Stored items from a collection
····················

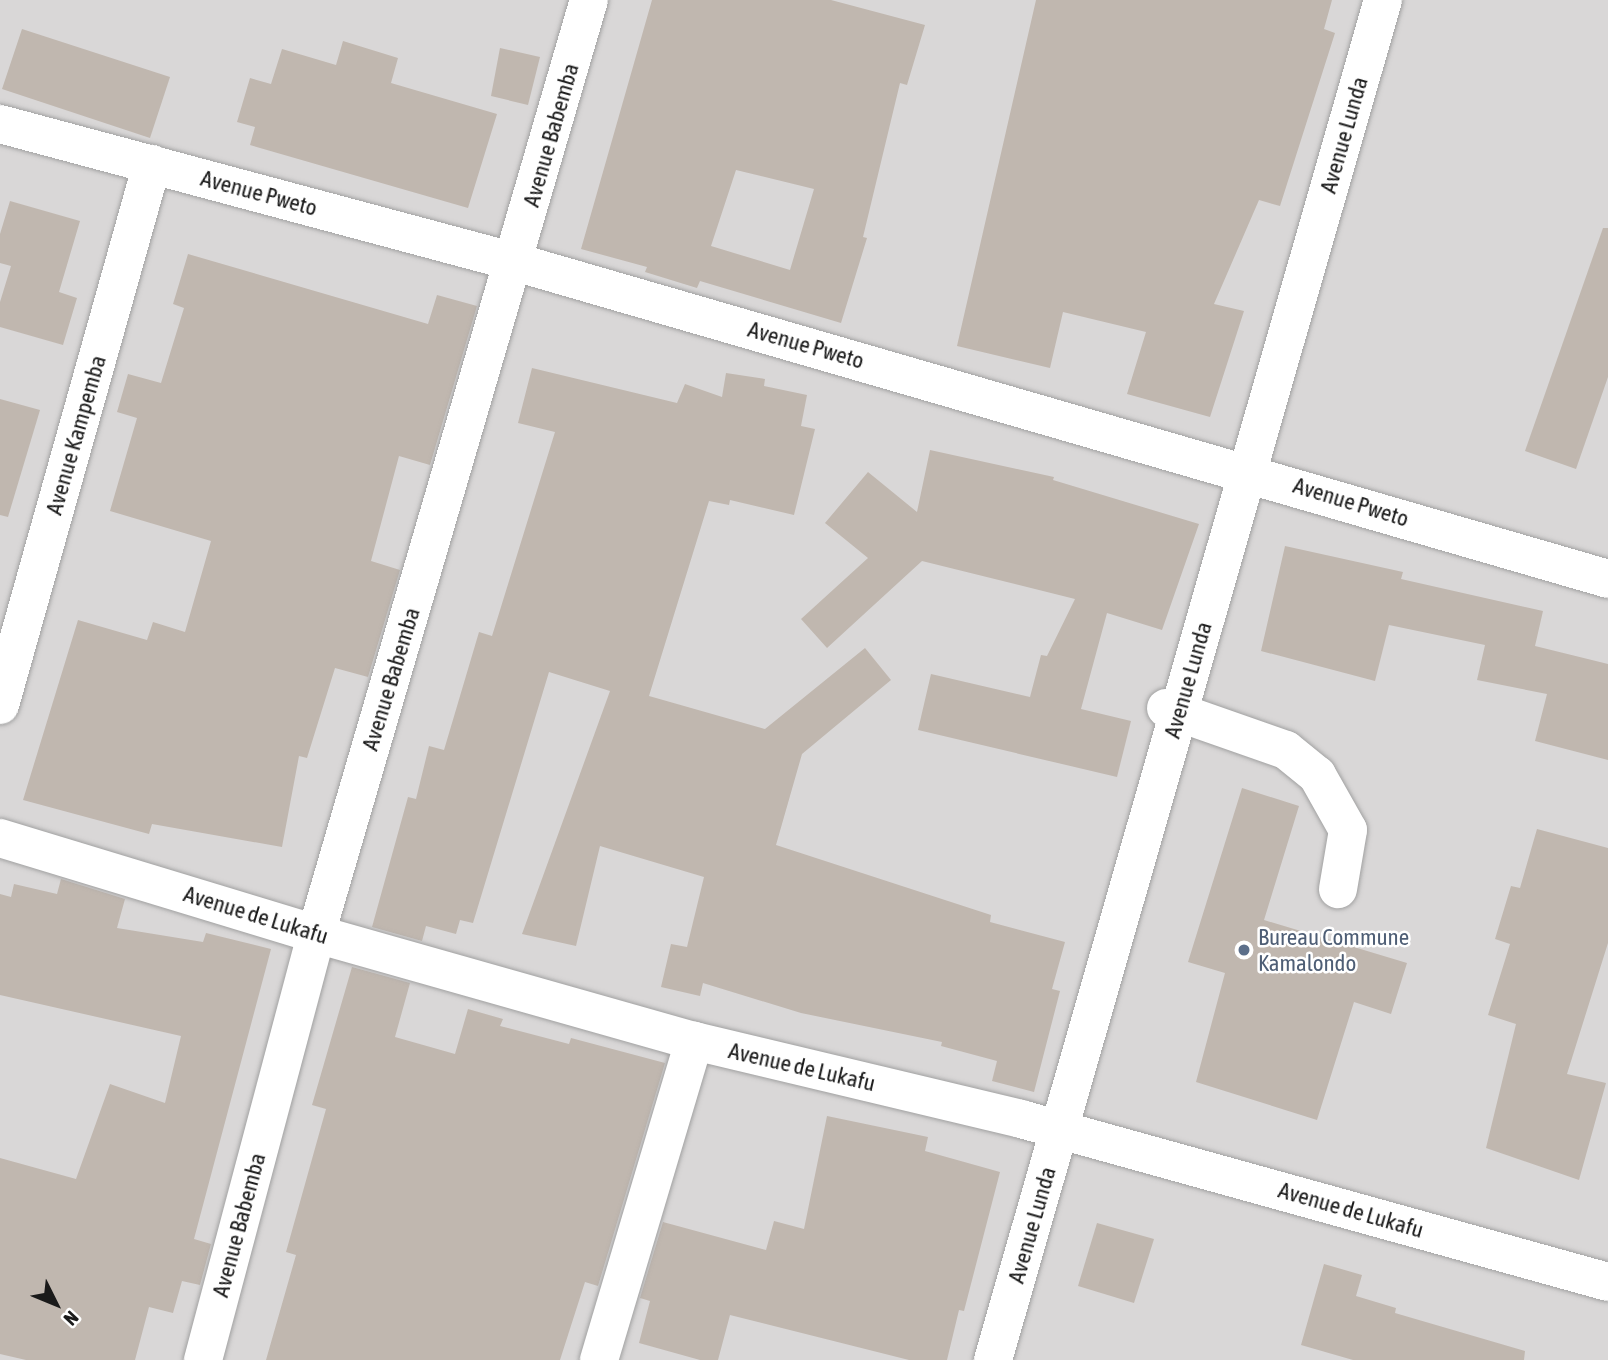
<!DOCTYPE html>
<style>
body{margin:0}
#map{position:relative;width:1608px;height:1360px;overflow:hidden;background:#ece8e0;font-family:"Asap Condensed",sans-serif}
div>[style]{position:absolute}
.residential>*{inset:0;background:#d9d7d7}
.building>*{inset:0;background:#c0b7af}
.roads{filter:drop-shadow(0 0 2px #a1a1a1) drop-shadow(0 0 2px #a1a1a1)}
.minor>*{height:38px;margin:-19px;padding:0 19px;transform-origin:19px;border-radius:19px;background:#fff}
.dots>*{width:19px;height:19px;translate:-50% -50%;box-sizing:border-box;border:4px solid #fff;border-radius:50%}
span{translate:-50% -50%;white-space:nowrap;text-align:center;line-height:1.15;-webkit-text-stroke:5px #fff;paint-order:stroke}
.street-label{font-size:23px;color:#1a1a1a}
.service-label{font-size:23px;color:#4e5e75}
.left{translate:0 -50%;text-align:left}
.north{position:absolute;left:21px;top:1269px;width:70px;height:70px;-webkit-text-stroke:5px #fff;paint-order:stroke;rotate:133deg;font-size:19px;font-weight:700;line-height:28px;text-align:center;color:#1a1a1a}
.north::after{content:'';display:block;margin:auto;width:24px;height:32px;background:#1a1a1a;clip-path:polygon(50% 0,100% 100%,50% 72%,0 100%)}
</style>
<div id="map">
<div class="residential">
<i style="clip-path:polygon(0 0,1608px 0,1608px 1360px,0 1360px)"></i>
</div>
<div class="building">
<i style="clip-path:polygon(evenodd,652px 0,831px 0,925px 25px,907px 85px,900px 83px,863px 237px,867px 238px,841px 323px,700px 281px,697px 288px,645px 272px,647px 267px,581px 249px,652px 0,736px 170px,814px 189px,790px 270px,711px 246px,736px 170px)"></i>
<i style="clip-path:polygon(1036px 0,1332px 0,1324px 29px,1335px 33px,1280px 206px,1259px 200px,1214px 304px,1244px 311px,1210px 417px,1127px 394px,1146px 332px,1063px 312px,1050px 368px,957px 346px)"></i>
<i style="clip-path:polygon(22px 29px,170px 77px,150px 138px,2px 89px)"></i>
<i style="clip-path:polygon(343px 41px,398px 58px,391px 83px,497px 114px,468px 208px,250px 145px,255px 127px,237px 122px,250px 78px,271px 84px,282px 49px,336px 65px)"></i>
<i style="clip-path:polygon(500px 48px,540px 57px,528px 105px,491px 96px)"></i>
<i style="clip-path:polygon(10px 201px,80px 221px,59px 292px,77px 298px,63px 345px,0 327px,0 302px,11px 266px,0 263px,0 234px)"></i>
<i style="clip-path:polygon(1603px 228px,1608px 228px,1608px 377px,1576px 469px,1525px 451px)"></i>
<i style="clip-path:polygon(188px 254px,428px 324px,437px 295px,477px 306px,430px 465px,399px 456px,371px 561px,400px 570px,368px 677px,335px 668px,307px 758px,299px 756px,282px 847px,152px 824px,149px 834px,23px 800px,78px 620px,147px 640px,153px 622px,185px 632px,211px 541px,110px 511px,137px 418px,117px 412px,128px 374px,161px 383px,184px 308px,173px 304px)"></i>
<i style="clip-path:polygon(532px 368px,677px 403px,685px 384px,722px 397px,726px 373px,765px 379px,764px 386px,807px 395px,801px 426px,815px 429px,794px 515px,730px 500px,729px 505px,709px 501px,649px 696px,765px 729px,865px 648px,891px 680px,802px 754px,776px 845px,991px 915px,990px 922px,1065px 942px,1052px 989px,1060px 991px,1034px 1092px,992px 1081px,997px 1061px,941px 1046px,942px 1042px,801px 1013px,703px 983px,700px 996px,661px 987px,671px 944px,687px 947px,704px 877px,600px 846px,576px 946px,522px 934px,610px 691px,549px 672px,473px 923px,460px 920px,456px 934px,426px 926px,422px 941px,372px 927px,408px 797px,416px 799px,429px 746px,444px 750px,479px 632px,492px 636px,555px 432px,518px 423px)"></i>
<i style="clip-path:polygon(0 399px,40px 410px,8px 517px,0 515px)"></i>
<i style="clip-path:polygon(930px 450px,1054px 477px,1053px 480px,1199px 524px,1162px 630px,1107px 613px,1081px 709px,1131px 721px,1117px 777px,918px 730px,931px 674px,1030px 697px,1041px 655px,1047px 656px,1075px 599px,922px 561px,827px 648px,801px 619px,868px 558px,825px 523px,868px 472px,917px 512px)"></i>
<i style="clip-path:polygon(1285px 546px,1403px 572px,1401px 579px,1543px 611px,1535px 646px,1608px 664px,1608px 760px,1535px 741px,1547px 694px,1477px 680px,1485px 645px,1389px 625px,1375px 681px,1261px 651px)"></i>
<i style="clip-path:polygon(1242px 788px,1299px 806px,1264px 920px,1407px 963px,1391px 1014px,1354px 1002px,1317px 1120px,1196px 1082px,1225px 973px,1188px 962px)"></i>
<i style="clip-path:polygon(1537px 829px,1608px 848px,1608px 943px,1567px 1074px,1606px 1083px,1579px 1180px,1486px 1148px,1516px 1024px,1488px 1015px,1510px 944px,1495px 939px,1511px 886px,1520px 888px)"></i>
<i style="clip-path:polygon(61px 879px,125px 899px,117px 928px,203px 942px,206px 933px,271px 949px,194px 1239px,211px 1244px,200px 1285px,182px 1281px,173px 1313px,149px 1307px,135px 1360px,26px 1360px,0 1354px,0 1158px,76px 1179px,110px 1084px,165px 1103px,181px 1036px,0 995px,0 894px,11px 897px,14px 884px,57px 894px)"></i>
<i style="clip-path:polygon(352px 967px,410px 983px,395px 1037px,455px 1054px,468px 1009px,503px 1019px,500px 1026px,569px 1044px,571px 1038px,665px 1063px,598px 1286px,585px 1282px,560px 1360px,266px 1360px,296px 1255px,286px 1252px,326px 1109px,312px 1105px)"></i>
<i style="clip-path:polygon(827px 1116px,928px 1137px,925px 1151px,1000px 1172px,964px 1311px,959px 1310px,947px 1360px,909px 1360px,730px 1315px,718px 1360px,700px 1360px,639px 1343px,650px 1301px,640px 1298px,663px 1222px,766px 1250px,774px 1221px,804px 1229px)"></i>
<i style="clip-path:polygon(1097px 1223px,1154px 1239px,1134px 1303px,1078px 1286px)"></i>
<i style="clip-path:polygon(1324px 1264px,1362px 1275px,1356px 1296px,1396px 1308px,1395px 1313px,1525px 1351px,1524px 1360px,1353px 1360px,1301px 1345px)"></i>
</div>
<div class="roads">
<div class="minor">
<i style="left:0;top:124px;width:533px;rotate:15deg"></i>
<i style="left:515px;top:262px;width:1138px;rotate:16.17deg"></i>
<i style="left:0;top:705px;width:562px;rotate:-74.31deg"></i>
<i style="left:1166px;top:708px;width:127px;rotate:19.3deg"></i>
<i style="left:1286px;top:750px;width:40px;rotate:39deg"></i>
<i style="left:1317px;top:775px;width:63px;rotate:60.6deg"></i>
<i style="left:1348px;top:830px;width:60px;rotate:99.6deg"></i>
<i style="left:0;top:838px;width:330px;rotate:16.9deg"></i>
<i style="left:316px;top:934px;width:393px;rotate:15.8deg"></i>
<i style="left:694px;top:1041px;width:336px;rotate:13.4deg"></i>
<i style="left:1021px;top:1119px;width:609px;rotate:15.52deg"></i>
<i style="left:203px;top:1360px;width:441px;rotate:-75.1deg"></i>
<i style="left:316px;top:934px;width:973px;rotate:-73.71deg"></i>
<i style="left:599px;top:1360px;width:333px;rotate:-73.4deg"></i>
<i style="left:993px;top:1360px;width:1415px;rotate:-74deg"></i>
</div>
</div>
<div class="dots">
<i style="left:1244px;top:950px;background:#5c6f8a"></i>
</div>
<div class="street-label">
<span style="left:551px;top:135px;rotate:-74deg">Avenue Babemba</span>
<span style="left:1344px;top:135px;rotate:-74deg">Avenue Lunda</span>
<span style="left:259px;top:193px;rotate:15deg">Avenue Pweto</span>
<span style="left:806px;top:345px;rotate:16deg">Avenue Pweto</span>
<span style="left:76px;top:435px;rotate:-74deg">Avenue Kampemba</span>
<span style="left:1351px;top:502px;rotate:17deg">Avenue Pweto</span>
<span style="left:391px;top:679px;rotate:-73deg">Avenue Babemba</span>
<span style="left:1188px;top:680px;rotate:-74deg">Avenue Lunda</span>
<span style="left:256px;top:915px;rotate:17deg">Avenue de Lukafu</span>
<span style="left:802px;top:1067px;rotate:13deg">Avenue de Lukafu</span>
<span style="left:1351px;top:1210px;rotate:16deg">Avenue de Lukafu</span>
<span style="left:239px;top:1225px;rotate:-75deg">Avenue Babemba</span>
<span style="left:1032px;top:1225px;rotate:-74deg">Avenue Lunda</span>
</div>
<div class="service-label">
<span class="left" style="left:1258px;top:950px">Bureau Commune<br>Kamalondo</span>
</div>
<div class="north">N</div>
</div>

····················

= Your instructions =
Starting at the first line of the records above, set down each line exactly through the one that holds "2px #a1a1a1) drop-shadow(0". Omit pictures.

= Result of the exercise =
<!DOCTYPE html>
<style>
body{margin:0}
#map{position:relative;width:1608px;height:1360px;overflow:hidden;background:#ece8e0;font-family:"Asap Condensed",sans-serif}
div>[style]{position:absolute}
.residential>*{inset:0;background:#d9d7d7}
.building>*{inset:0;background:#c0b7af}
.roads{filter:drop-shadow(0 0 2px #a1a1a1) drop-shadow(0 0 2px #a1a1a1)}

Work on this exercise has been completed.